----- Material to process
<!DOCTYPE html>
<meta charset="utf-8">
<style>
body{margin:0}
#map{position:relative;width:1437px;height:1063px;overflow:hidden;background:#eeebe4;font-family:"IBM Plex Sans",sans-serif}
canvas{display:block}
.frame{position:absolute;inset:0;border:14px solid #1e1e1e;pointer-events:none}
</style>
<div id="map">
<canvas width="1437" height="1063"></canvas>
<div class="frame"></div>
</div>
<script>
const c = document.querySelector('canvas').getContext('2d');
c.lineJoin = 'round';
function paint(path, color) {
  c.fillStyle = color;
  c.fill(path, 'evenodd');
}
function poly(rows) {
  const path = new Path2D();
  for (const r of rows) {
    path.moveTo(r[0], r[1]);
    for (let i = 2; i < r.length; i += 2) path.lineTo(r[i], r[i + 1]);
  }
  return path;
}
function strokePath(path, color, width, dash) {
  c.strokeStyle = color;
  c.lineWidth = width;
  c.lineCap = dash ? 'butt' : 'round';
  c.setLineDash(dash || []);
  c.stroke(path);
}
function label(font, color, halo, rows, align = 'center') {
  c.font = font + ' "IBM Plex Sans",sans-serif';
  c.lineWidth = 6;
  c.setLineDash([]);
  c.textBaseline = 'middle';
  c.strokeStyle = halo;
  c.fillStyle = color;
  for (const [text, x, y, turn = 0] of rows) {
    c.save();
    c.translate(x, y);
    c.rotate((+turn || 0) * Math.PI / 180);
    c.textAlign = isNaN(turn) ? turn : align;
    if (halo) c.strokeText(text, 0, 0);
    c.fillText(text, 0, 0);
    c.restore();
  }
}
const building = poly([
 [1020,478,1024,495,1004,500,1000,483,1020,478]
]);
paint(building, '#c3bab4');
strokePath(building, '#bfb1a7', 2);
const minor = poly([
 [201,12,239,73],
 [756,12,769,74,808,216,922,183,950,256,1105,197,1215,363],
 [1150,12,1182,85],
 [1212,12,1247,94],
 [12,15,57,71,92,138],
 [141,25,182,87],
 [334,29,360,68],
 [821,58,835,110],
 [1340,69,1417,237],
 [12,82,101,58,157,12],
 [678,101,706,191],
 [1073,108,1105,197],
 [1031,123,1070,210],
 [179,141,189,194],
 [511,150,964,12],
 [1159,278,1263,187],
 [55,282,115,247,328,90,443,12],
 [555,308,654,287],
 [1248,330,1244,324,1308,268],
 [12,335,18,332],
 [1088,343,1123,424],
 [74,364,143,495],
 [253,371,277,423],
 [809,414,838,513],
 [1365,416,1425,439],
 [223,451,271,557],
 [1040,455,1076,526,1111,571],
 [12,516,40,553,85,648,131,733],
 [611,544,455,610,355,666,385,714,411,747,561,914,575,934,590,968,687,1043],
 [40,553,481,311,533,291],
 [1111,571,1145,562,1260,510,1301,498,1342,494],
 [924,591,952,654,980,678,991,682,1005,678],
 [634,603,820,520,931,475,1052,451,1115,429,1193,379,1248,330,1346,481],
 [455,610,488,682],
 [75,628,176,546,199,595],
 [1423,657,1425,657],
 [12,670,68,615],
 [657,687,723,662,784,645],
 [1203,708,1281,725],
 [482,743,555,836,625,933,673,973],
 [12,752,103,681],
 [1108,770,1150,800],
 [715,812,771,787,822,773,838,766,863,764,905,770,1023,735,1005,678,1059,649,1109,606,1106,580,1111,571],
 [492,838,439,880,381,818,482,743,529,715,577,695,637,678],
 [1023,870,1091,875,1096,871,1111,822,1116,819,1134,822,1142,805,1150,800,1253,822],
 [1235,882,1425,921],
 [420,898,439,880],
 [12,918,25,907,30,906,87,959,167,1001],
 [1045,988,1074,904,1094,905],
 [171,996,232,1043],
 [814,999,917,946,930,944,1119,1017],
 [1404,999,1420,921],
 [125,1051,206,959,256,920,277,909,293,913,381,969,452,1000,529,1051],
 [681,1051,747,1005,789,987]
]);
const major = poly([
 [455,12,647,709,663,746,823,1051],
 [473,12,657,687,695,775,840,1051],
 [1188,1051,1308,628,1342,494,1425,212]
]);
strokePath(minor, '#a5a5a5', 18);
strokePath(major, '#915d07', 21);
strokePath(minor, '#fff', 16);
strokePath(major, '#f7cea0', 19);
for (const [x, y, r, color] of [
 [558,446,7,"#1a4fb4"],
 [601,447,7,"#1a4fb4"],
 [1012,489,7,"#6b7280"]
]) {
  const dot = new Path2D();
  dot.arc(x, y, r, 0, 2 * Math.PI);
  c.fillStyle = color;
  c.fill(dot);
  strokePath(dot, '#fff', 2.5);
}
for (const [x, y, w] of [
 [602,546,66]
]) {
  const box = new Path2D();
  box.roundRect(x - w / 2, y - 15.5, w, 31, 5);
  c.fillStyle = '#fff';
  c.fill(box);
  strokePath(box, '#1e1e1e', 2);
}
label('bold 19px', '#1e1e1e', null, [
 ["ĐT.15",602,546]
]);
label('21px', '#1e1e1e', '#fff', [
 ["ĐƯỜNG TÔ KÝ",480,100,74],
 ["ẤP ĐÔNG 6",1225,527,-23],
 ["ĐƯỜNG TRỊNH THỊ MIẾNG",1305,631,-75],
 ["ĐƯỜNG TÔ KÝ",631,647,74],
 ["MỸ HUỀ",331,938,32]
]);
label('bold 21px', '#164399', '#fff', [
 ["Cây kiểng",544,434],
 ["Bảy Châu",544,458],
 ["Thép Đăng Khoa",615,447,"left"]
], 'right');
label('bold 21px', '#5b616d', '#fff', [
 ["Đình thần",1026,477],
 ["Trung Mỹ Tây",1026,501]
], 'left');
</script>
----------
▸ **What you have to do**: Using the data above, extract exactly the lines from the one that holds "function strokePath(path, color, width, dash)" to the one that holds "[1020,478,1024,495,1004,500,1000,483,1020,478]", both ends included, and no others.

▸ **Written answer**:
function strokePath(path, color, width, dash) {
  c.strokeStyle = color;
  c.lineWidth = width;
  c.lineCap = dash ? 'butt' : 'round';
  c.setLineDash(dash || []);
  c.stroke(path);
}
function label(font, color, halo, rows, align = 'center') {
  c.font = font + ' "IBM Plex Sans",sans-serif';
  c.lineWidth = 6;
  c.setLineDash([]);
  c.textBaseline = 'middle';
  c.strokeStyle = halo;
  c.fillStyle = color;
  for (const [text, x, y, turn = 0] of rows) {
    c.save();
    c.translate(x, y);
    c.rotate((+turn || 0) * Math.PI / 180);
    c.textAlign = isNaN(turn) ? turn : align;
    if (halo) c.strokeText(text, 0, 0);
    c.fillText(text, 0, 0);
    c.restore();
  }
}
const building = poly([
 [1020,478,1024,495,1004,500,1000,483,1020,478]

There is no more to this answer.